-------- EXTRACTED INFORMATION
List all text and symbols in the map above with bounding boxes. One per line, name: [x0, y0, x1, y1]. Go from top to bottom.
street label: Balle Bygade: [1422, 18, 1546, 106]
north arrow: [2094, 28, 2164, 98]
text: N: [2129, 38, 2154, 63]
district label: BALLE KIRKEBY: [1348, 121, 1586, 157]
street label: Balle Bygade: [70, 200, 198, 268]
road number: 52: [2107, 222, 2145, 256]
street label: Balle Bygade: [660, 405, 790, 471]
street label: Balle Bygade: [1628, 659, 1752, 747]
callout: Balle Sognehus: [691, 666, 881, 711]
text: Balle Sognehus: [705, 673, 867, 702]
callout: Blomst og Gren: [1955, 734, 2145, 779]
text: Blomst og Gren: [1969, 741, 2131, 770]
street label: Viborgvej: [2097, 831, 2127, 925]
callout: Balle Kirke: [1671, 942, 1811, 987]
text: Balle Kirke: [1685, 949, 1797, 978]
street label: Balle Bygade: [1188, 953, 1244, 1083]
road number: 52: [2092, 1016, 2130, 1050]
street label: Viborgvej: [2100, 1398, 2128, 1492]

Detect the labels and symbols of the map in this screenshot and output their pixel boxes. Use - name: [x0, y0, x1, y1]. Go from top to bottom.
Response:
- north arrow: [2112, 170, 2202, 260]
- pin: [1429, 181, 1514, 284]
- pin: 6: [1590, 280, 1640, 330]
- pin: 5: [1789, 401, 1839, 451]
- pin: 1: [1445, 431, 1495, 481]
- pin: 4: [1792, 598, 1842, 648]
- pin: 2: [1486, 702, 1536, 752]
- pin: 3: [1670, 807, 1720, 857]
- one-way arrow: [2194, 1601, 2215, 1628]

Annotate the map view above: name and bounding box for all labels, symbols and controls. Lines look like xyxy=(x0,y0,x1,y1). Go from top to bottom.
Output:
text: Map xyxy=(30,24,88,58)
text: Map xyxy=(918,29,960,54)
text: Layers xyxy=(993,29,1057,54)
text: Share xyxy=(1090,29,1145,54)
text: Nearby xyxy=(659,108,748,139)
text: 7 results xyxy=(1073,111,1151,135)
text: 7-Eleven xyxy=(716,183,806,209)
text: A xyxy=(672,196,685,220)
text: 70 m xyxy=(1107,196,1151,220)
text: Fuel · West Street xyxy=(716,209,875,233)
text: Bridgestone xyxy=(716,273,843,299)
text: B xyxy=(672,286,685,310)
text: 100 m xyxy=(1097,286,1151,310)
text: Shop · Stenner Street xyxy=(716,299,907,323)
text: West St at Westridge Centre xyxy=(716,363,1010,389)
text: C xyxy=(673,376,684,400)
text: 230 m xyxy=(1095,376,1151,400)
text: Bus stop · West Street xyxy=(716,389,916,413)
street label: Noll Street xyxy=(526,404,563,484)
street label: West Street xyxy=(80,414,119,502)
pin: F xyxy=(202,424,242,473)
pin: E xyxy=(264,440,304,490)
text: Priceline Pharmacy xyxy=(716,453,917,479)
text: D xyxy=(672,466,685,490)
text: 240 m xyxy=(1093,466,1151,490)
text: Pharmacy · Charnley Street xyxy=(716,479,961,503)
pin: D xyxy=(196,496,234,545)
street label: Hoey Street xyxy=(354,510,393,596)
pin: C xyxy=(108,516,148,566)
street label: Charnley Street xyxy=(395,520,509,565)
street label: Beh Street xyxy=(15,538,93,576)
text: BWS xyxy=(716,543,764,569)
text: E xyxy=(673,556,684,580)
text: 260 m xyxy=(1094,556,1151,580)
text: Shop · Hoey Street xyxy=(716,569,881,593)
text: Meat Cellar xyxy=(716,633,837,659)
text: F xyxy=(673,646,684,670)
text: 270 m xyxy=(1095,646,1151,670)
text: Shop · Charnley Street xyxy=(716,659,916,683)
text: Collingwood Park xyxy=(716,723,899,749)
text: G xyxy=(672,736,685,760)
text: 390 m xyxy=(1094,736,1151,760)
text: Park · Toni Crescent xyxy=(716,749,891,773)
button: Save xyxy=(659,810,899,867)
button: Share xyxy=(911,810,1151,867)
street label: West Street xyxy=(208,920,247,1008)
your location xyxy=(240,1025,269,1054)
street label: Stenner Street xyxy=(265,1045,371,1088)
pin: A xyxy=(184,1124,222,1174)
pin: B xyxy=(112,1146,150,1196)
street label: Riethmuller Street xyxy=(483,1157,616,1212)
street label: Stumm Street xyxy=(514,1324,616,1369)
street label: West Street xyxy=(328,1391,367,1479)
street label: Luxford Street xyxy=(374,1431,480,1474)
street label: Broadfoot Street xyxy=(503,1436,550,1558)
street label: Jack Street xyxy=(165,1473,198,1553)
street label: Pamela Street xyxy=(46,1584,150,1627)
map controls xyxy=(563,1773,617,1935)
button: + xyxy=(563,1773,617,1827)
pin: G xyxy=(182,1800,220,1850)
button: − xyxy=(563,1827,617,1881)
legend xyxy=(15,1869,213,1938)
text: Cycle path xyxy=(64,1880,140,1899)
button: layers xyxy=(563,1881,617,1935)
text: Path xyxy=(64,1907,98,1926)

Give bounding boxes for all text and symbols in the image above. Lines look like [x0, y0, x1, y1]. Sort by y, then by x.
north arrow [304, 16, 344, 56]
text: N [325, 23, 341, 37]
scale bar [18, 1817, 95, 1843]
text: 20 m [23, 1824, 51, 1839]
----------------
WORK REQUIRED:
Exactly reproduce the line containing "Give bounding boxes" and all lines after it in the material, stopping only at the end.

ANSWER TO THE EXERCISE:
Give bounding boxes for all text and symbols in the image above. Lines look like [x0, y0, x1, y1]. Sort by y, then by x.
north arrow [304, 16, 344, 56]
text: N [325, 23, 341, 37]
scale bar [18, 1817, 95, 1843]
text: 20 m [23, 1824, 51, 1839]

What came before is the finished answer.